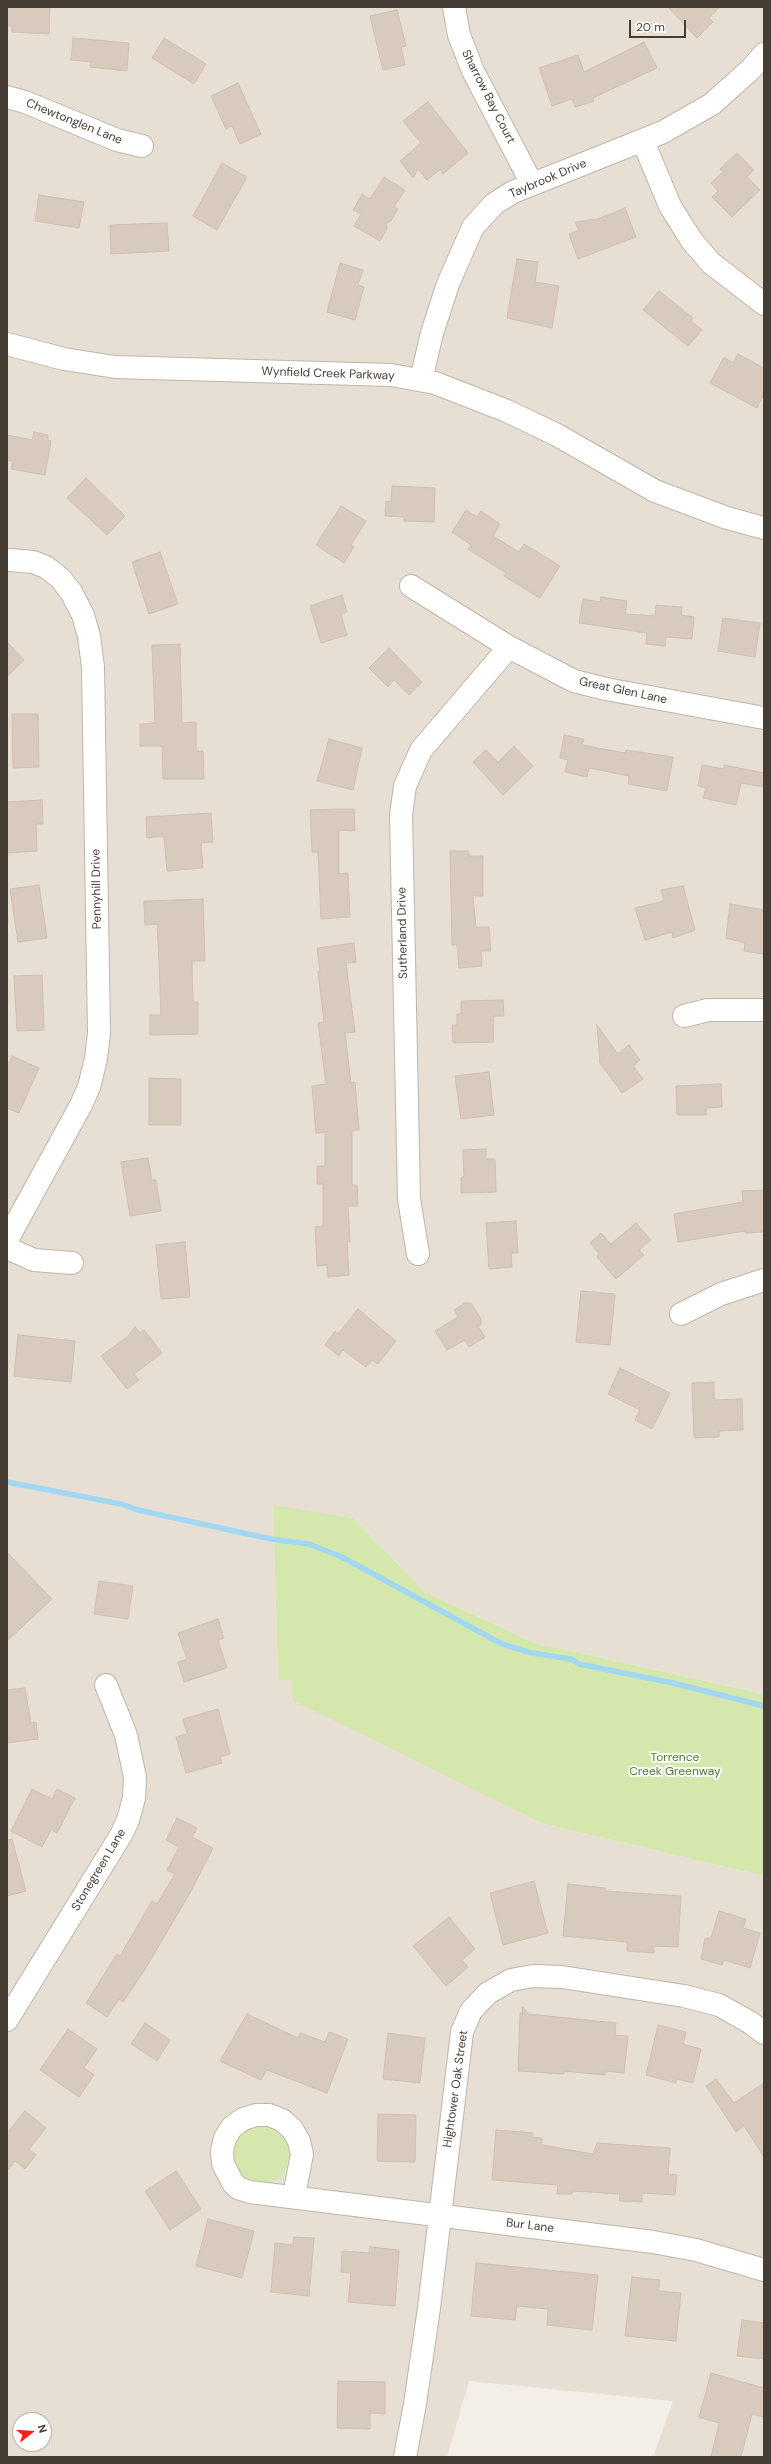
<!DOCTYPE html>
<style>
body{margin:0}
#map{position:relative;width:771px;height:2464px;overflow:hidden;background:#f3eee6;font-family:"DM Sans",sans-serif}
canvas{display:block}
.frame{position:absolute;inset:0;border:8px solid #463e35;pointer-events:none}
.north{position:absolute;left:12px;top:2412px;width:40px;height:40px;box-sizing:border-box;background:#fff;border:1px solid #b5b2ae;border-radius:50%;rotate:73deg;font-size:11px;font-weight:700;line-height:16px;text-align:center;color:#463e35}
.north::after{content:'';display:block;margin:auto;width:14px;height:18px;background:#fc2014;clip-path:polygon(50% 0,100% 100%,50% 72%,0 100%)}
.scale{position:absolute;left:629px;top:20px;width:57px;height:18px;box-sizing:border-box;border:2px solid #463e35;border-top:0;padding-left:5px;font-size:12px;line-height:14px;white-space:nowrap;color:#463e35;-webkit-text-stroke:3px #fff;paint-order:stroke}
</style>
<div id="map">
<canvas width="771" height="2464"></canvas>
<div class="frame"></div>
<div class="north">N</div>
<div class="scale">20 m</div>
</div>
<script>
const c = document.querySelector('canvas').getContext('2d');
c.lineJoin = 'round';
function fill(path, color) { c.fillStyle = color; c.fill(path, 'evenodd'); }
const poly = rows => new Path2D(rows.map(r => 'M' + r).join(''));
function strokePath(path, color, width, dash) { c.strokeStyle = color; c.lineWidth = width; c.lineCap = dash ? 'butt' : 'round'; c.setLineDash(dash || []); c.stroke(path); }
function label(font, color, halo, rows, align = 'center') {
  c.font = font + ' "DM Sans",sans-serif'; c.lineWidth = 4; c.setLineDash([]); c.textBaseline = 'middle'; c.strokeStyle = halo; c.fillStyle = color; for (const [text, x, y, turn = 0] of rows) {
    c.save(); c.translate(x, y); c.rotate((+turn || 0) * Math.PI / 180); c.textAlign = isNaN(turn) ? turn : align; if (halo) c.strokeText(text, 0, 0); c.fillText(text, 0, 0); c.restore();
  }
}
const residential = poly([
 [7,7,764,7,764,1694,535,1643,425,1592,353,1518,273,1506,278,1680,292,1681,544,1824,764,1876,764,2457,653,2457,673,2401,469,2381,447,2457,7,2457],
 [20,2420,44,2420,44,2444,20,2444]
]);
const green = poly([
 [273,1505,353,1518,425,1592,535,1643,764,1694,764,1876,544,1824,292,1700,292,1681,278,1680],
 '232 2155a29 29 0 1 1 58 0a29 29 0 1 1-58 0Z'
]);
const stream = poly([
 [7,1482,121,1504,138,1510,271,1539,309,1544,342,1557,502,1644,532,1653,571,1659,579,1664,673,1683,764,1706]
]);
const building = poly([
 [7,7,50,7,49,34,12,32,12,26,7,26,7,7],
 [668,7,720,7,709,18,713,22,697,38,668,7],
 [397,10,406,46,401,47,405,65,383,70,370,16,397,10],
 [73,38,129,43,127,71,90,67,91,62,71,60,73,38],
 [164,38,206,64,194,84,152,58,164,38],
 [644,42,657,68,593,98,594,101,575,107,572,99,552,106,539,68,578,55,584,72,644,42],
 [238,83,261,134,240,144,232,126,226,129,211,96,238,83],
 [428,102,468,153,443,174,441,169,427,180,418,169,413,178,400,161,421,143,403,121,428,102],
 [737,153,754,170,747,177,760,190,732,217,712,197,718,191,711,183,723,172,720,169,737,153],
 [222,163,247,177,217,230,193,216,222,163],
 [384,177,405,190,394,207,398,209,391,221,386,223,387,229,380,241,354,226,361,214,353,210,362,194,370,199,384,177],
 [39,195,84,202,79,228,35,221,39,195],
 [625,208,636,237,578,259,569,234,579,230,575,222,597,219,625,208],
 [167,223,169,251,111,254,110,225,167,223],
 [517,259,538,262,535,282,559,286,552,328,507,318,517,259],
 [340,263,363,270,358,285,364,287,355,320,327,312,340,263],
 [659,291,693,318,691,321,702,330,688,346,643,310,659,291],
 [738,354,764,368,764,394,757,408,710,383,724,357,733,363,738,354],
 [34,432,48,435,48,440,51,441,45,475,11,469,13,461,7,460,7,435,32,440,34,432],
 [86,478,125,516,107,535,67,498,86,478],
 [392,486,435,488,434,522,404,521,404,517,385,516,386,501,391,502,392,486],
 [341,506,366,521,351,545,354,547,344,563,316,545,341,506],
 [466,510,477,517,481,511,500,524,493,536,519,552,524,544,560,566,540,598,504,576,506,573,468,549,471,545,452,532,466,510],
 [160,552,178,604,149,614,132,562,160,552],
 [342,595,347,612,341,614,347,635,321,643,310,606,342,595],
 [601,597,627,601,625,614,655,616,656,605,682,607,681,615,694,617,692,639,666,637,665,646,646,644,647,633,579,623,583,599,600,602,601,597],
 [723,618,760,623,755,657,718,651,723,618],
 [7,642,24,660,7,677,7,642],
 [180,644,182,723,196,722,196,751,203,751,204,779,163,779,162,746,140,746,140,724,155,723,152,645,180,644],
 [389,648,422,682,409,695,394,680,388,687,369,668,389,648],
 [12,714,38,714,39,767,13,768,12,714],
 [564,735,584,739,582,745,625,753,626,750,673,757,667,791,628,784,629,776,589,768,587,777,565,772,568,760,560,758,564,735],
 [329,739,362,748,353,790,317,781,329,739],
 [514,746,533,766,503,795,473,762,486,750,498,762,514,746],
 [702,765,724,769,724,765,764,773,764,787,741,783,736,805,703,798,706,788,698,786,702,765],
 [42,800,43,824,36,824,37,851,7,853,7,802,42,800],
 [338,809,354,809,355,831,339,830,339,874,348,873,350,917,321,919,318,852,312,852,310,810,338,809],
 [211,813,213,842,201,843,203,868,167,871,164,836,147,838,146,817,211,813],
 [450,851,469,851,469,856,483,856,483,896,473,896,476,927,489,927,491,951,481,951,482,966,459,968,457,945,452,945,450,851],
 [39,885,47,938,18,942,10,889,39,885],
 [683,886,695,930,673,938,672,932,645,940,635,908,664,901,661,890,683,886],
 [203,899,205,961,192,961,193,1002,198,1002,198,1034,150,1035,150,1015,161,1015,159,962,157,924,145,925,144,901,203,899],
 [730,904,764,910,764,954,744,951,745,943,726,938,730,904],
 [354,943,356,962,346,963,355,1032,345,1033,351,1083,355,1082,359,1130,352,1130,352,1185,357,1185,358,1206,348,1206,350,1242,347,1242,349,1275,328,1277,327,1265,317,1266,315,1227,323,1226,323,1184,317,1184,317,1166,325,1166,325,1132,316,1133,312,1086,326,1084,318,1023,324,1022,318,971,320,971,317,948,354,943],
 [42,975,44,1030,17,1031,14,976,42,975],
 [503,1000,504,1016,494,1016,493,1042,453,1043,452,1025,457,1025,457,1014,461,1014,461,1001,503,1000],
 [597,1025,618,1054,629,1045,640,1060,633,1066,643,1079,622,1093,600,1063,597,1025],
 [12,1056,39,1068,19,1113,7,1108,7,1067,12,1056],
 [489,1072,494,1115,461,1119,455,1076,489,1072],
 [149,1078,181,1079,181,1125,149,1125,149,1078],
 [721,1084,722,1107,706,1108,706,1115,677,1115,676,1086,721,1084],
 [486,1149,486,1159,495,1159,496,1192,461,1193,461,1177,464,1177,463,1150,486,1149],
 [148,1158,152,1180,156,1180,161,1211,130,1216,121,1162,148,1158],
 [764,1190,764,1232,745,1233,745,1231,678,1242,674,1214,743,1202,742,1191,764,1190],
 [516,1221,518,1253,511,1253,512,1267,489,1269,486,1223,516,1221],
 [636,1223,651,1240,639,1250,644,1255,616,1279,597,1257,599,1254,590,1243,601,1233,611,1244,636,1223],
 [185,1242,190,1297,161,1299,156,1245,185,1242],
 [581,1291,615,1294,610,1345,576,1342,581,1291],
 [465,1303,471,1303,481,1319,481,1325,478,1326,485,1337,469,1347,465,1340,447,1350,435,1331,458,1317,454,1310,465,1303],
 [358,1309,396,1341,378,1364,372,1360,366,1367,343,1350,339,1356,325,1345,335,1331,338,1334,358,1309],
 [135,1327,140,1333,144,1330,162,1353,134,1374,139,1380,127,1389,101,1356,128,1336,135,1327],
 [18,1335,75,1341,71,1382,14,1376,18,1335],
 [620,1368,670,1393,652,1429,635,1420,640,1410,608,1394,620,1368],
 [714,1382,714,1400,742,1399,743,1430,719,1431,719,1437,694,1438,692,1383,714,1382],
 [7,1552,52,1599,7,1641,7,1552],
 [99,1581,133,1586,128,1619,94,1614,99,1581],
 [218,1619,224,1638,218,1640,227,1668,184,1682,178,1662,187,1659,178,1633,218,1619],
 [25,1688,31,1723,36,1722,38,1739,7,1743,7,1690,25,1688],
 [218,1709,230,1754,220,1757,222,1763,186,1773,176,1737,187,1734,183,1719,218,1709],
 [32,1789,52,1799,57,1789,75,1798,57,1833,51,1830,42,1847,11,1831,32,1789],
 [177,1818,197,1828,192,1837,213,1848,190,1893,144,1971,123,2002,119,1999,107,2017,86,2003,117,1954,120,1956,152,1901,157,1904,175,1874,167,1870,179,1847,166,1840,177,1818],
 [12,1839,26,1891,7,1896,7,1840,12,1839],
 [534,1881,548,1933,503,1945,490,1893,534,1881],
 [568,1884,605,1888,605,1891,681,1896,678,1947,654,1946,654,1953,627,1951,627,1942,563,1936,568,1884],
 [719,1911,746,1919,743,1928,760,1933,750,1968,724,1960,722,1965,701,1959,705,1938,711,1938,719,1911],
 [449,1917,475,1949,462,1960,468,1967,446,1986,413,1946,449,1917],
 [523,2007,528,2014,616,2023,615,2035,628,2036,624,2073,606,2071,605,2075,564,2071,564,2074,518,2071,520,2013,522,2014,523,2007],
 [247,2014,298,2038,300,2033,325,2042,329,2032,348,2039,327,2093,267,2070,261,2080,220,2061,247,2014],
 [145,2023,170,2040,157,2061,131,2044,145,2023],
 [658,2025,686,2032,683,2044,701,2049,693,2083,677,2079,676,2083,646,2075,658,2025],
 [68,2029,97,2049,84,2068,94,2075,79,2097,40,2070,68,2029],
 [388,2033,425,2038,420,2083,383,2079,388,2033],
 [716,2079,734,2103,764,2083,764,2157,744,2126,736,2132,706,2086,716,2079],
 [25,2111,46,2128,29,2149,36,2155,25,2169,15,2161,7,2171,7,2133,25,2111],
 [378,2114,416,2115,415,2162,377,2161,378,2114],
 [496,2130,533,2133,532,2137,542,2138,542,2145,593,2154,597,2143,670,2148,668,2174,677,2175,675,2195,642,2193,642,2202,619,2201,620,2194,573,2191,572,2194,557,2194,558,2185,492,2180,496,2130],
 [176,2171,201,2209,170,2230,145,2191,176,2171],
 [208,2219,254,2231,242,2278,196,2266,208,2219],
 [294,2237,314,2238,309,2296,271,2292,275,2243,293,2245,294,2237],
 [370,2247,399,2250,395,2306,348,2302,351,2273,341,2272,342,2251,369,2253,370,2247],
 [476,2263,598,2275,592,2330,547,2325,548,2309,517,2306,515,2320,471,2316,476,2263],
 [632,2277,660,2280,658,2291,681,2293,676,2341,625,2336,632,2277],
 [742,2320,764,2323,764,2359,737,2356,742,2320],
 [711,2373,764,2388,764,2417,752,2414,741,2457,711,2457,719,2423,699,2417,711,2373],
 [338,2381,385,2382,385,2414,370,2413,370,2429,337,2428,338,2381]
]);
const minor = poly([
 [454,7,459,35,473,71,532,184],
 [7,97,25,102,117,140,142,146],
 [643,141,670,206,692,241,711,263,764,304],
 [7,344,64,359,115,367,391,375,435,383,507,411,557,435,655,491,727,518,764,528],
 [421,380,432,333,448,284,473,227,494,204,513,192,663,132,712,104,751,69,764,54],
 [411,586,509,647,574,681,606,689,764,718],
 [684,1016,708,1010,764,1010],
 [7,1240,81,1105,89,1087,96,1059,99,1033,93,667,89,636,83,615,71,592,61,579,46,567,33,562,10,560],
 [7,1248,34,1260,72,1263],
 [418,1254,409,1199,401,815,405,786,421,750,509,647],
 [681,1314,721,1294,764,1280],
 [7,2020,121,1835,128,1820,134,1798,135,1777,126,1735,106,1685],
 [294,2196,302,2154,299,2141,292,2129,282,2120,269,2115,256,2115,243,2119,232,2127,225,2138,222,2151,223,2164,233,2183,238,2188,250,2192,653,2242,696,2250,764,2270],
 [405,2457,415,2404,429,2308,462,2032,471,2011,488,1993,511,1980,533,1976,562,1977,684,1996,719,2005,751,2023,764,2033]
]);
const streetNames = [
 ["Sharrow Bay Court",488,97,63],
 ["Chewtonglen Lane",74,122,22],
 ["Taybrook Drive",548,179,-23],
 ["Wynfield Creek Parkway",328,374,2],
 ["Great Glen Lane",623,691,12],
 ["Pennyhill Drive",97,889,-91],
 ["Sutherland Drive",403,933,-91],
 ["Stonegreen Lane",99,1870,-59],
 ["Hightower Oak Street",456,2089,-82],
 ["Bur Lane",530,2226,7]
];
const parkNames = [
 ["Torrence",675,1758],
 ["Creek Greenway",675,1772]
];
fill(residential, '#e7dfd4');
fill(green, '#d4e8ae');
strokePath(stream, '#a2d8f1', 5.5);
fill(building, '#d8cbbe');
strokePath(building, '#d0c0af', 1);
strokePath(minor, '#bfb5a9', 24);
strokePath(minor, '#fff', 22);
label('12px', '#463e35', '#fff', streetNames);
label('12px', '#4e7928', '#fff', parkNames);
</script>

☆ ☆ ☆ ☆

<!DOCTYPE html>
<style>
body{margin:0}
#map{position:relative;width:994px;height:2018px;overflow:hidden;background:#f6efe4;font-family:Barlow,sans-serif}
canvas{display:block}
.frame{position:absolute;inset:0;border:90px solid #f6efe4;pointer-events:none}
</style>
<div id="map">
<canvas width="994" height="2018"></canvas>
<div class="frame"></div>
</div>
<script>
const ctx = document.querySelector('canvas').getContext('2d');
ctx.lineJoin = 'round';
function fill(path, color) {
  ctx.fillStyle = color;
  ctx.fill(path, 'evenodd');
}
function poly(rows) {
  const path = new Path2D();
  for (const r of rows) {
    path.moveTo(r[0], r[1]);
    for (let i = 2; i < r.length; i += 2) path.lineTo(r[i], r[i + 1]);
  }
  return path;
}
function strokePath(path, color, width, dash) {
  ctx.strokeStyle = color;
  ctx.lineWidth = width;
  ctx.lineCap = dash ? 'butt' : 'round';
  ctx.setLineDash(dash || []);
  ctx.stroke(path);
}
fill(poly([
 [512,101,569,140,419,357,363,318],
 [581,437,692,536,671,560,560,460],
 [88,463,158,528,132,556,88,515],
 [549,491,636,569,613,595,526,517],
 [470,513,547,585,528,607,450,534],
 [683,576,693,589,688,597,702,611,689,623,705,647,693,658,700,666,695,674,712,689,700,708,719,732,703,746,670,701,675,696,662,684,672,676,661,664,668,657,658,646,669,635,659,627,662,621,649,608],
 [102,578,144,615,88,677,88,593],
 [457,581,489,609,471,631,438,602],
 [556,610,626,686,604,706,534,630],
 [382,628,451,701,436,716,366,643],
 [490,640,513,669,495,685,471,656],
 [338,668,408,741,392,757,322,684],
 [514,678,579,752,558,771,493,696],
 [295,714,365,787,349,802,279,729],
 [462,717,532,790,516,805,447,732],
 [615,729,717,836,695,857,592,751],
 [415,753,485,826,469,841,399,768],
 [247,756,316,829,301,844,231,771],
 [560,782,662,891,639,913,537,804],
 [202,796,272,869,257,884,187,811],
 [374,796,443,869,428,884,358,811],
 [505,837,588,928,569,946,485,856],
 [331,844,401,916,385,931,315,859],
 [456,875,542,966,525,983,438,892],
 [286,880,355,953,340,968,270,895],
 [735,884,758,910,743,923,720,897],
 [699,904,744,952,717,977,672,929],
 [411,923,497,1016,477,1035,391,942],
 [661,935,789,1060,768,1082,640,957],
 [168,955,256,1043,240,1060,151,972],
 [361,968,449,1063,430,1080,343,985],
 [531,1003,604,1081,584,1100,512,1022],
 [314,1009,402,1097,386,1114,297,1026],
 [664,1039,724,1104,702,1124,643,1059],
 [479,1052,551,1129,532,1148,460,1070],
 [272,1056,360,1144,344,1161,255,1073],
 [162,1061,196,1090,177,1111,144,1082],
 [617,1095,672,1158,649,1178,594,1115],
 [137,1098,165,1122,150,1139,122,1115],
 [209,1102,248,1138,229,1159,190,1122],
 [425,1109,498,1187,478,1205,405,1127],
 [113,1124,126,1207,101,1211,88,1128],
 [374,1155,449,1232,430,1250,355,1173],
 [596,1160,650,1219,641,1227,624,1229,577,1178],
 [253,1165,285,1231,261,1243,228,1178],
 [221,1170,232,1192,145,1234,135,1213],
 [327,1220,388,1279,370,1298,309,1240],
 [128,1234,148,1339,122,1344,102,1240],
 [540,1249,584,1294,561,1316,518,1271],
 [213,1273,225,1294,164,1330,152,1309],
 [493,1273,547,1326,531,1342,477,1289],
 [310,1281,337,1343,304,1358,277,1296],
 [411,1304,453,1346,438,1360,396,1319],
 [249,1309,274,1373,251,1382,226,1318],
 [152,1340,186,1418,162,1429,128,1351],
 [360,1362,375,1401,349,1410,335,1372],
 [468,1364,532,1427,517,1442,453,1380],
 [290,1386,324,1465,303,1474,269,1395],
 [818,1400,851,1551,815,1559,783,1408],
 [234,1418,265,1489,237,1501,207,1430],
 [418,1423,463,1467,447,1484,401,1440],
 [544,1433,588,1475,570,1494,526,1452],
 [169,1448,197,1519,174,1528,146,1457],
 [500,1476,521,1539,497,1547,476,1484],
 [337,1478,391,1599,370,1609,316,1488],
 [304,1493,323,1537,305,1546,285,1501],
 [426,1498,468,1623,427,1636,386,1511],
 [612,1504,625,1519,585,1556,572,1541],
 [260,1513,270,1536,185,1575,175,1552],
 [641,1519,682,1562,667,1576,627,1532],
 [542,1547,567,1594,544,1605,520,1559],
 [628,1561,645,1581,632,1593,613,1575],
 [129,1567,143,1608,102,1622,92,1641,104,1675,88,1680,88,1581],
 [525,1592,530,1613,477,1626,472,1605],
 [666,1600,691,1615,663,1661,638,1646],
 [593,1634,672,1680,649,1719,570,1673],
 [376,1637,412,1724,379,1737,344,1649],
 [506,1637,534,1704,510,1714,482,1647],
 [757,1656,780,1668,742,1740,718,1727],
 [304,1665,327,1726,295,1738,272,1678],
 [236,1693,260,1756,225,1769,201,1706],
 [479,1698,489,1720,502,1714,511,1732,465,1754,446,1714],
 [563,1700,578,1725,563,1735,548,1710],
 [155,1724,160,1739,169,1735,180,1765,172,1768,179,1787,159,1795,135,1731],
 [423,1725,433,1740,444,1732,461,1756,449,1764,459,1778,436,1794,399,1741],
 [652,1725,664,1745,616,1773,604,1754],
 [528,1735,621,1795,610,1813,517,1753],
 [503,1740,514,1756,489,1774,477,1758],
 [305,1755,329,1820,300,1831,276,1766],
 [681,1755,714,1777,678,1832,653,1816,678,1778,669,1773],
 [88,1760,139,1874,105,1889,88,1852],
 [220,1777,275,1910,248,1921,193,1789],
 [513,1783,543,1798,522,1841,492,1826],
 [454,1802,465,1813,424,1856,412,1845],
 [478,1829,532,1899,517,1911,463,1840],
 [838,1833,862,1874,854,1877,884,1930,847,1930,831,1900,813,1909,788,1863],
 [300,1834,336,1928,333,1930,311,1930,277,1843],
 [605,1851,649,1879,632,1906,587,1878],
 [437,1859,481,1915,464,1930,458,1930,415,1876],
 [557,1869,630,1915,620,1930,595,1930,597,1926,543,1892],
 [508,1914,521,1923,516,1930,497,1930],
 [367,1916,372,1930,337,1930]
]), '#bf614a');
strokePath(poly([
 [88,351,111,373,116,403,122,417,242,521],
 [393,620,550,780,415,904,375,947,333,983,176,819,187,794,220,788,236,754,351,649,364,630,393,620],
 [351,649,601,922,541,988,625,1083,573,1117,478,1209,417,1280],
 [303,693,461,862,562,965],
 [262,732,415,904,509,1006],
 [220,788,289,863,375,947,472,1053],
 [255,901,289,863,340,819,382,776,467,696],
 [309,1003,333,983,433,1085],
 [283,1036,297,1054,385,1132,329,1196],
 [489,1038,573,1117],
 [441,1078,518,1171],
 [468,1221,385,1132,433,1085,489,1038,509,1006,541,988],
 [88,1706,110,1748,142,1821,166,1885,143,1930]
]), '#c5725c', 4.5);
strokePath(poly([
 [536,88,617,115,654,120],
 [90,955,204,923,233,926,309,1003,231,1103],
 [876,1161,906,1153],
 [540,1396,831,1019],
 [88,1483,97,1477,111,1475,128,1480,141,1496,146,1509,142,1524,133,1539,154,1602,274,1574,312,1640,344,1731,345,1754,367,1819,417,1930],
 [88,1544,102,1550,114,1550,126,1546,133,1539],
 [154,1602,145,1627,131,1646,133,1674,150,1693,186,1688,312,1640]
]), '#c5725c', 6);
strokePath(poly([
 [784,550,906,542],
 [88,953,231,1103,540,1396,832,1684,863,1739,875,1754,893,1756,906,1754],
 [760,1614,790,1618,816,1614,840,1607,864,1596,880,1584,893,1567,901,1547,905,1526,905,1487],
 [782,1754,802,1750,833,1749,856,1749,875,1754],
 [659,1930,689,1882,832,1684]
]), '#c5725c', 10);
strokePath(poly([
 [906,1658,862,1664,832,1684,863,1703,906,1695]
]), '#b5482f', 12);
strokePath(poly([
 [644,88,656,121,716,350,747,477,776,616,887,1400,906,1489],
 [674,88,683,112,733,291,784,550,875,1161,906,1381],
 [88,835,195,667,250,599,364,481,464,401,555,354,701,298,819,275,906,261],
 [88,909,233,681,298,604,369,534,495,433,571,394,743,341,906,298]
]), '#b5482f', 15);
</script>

☆ ☆ ☆ ☆

* _Task statement_:
Wherever a line in the listing contains the word "canvas", copy that line out.

* _Task result_:
canvas{display:block}
<canvas width="771" height="2464"></canvas>
const c = document.querySelector('canvas').getContext('2d');
canvas{display:block}
<canvas width="994" height="2018"></canvas>
const ctx = document.querySelector('canvas').getContext('2d');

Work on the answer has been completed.